Critical reform

Oral Williams

A major overhaul, including the hiring of more competent staff, an upgrade of the accommodations, and a possible name change, has been recommended for the Government Industrial School (GIS).

The four-member panel that carried out a three-month departmental inquiry into operations at the juvenile detention centre has also called for an end to corporal punishment at the facility and the decriminalisation of wandering, for which several of the GIS residents have been institutionalised.

During a press conference on Monday afternoon at the Ministry of Home Affairs and Information, chairman of the investigating panel Oral Williams disclosed that several issues had been detected related to disciplinary measures, a lack of educational opportunities for residents, operational irregularities at the GIS, and a need for upgraded legislation.

He said a name change was also recommended by the panel that also included Tessa Chadderton-Shaw, Coreen Kennedy-Taitt, and Professor Corin Bailey who served as a consultant.

Williams, a retired deputy commissioner of police, said as part of the investigations, 109 interviews were conducted with current and former staff and residents, among others.

One of the key findings was that several staff members were not qualified for their jobs.

“Several members of staff who are employed by the GIS lack the academic qualifications and the expertise required to cater to the educational, vocational, physical, psychiatric, and psychological environment of troubled youth. The management, past and present, failed to put the appropriate mechanisms in place to ensure that the staff received the proper training to effectively implement the reform measures,” Williams said.

“The internecine warfare among the staff and the breakdown in discipline among the residents rendered the housemistress at Barrows [St Lucy, where female wards are housed] impotent to effectively manage that institution. The panel recommended that an audit of the staff be carried out to determine which members were suitable to work in a reform institution. Employees deemed unsuitable should be replaced by the personnel with the appropriate skills and expertise to cater to at-risk youth.”

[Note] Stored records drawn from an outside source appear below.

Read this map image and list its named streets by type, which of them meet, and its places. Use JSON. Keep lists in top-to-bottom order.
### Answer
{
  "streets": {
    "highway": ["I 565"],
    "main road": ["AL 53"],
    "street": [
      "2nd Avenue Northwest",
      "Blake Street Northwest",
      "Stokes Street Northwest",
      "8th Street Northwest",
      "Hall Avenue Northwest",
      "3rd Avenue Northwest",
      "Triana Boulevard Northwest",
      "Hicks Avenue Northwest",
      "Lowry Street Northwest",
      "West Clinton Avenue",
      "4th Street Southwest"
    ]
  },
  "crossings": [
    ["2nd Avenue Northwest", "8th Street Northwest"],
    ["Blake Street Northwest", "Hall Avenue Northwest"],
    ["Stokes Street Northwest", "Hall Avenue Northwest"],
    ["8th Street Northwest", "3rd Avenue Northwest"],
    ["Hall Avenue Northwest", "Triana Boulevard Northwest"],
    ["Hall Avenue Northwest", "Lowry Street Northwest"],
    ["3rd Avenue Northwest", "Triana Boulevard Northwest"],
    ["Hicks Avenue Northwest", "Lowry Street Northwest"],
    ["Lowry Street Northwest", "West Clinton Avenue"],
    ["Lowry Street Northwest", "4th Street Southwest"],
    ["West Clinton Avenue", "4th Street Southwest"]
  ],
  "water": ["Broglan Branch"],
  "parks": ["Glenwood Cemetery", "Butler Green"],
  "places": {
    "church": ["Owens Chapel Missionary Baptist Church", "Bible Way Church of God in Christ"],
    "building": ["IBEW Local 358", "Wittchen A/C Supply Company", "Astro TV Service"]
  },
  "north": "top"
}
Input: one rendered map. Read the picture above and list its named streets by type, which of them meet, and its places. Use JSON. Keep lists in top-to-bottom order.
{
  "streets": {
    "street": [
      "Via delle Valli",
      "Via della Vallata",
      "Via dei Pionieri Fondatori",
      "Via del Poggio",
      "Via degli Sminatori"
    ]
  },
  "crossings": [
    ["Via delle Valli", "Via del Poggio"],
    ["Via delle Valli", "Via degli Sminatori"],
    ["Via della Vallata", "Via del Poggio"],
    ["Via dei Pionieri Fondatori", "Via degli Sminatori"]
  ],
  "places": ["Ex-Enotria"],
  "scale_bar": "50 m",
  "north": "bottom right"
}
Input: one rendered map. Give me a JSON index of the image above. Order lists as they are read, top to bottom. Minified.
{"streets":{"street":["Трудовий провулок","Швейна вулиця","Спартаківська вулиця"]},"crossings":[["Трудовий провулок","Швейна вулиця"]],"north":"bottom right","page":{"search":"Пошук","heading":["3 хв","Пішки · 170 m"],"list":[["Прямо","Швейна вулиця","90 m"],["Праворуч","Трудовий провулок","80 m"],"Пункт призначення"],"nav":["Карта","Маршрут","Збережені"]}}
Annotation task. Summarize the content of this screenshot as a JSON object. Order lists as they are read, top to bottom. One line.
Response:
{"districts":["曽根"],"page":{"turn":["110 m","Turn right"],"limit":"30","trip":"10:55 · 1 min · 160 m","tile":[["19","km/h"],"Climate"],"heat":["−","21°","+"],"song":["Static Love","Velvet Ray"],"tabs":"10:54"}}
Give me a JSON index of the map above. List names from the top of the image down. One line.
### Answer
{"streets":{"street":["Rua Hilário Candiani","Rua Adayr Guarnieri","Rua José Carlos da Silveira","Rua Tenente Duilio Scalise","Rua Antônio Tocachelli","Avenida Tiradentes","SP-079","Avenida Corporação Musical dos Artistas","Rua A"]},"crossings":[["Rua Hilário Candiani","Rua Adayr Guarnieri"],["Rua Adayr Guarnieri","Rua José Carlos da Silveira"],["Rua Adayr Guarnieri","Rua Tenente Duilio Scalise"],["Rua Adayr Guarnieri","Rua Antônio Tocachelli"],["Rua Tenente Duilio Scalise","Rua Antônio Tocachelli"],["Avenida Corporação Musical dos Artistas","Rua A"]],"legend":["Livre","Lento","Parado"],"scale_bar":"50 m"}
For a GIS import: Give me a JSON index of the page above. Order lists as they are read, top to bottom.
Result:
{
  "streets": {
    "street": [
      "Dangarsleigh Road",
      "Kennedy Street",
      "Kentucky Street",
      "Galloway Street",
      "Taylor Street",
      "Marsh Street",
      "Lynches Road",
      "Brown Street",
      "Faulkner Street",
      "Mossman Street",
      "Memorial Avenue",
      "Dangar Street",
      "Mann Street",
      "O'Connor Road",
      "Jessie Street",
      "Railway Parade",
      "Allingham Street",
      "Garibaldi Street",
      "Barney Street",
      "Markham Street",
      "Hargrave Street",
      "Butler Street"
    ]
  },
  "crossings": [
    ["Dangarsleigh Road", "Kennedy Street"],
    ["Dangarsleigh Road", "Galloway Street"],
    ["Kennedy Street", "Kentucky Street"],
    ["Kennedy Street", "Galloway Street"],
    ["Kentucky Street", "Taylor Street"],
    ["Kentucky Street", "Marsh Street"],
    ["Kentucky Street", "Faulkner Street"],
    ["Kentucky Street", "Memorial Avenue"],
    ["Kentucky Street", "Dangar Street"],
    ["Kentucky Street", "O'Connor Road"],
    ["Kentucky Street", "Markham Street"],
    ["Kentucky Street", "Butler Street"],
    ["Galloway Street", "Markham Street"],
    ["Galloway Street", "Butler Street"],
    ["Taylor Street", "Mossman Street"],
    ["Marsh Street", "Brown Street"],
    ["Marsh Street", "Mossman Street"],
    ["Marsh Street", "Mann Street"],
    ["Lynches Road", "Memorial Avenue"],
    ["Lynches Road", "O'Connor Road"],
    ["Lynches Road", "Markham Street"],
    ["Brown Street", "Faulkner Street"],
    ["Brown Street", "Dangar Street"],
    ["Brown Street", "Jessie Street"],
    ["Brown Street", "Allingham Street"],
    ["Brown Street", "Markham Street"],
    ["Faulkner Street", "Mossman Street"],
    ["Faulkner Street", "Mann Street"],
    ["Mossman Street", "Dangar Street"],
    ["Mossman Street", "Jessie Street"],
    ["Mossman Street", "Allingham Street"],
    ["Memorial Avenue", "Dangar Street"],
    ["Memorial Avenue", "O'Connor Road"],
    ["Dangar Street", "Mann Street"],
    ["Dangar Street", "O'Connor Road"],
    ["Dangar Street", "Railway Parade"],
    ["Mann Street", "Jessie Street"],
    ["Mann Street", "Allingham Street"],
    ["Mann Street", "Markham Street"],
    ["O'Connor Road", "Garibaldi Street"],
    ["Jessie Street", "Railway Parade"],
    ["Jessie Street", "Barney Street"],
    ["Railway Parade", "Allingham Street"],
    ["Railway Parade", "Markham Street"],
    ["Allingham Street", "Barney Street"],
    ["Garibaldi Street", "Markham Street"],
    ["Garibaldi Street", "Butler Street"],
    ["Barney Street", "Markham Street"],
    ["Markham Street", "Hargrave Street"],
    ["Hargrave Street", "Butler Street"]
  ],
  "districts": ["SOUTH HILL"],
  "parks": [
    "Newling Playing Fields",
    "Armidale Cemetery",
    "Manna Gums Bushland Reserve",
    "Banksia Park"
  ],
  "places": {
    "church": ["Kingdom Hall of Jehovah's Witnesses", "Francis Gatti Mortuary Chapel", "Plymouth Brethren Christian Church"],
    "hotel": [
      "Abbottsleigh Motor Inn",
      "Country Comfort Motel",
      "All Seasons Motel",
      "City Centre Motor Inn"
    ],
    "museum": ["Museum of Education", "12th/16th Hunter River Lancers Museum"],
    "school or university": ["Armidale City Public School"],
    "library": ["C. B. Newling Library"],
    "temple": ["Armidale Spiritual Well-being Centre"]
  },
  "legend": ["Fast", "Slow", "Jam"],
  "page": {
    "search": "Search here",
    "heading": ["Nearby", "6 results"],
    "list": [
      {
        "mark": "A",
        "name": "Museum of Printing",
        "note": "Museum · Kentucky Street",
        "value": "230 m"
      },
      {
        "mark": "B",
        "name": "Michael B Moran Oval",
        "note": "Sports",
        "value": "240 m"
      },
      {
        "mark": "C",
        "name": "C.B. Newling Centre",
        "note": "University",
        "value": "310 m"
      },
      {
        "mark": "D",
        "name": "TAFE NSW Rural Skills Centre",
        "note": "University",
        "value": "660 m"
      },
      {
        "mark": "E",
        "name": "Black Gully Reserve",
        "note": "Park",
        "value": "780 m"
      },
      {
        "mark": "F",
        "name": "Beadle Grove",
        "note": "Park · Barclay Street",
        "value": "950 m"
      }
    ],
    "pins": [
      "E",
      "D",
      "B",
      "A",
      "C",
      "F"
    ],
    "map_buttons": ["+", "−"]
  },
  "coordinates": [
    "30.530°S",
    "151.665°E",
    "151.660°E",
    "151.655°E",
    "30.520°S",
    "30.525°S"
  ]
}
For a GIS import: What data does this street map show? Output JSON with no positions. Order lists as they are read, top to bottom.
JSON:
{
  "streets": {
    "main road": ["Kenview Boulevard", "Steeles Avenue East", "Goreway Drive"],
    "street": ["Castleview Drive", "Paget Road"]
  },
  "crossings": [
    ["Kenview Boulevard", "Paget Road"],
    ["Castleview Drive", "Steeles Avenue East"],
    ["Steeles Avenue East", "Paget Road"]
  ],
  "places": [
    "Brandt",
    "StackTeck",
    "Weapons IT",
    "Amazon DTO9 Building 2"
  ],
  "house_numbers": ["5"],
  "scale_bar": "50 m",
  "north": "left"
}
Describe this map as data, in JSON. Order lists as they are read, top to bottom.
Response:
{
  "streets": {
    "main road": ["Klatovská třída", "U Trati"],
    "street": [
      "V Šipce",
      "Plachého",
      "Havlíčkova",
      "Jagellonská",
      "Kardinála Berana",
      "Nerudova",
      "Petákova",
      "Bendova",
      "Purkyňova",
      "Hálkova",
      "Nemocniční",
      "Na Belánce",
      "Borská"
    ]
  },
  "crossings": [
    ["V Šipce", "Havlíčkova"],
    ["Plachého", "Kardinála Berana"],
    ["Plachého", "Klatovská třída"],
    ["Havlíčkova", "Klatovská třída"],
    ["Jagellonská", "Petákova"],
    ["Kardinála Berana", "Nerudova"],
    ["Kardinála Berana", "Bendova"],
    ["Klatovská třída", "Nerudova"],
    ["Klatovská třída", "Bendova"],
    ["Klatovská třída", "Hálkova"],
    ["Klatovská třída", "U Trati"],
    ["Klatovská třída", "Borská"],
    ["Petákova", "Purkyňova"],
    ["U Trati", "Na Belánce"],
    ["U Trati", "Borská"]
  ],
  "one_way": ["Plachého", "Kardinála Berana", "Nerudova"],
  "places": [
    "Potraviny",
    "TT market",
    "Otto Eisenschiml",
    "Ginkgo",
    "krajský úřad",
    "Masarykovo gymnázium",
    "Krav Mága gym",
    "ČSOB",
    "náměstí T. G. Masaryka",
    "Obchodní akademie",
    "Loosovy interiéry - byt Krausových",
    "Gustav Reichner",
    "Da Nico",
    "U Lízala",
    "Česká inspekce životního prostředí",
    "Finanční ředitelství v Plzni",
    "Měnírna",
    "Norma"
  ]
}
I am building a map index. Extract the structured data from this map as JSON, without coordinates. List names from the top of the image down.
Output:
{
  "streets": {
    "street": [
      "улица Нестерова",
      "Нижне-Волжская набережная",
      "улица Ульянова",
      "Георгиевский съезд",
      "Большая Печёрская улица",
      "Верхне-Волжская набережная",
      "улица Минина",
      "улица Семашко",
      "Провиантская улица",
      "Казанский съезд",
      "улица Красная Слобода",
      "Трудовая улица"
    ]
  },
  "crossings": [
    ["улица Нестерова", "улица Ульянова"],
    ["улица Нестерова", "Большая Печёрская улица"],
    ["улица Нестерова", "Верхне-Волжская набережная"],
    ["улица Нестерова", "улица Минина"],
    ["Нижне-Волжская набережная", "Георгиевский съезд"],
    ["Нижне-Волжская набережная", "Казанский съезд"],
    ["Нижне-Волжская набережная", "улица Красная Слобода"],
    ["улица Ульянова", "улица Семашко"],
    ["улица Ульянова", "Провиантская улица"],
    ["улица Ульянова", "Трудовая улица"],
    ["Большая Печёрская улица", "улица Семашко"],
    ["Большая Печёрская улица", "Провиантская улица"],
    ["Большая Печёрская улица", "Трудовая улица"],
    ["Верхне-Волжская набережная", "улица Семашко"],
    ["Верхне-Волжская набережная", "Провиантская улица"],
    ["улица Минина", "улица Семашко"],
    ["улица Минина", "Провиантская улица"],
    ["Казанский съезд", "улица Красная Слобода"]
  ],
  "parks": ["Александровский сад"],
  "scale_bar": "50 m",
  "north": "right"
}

He said a continuous training programme for all staff had been recommended.

Additionally, Williams said, the panel had suggested that the seven girls currently at Barrows be relocated to Dodds, St Philip where the boys are housed.

He said the Female Unit was in need of refurbishment and although Dodds was an old property, it was “relatively well kept”.

Reporting that the ongoing renovations at Dodds, which were initially to be completed by September 9, should be finished by the end of the month, Minister of Home Affairs and Information Wilfred Abrahams said it was more practical to house the boys and girls together.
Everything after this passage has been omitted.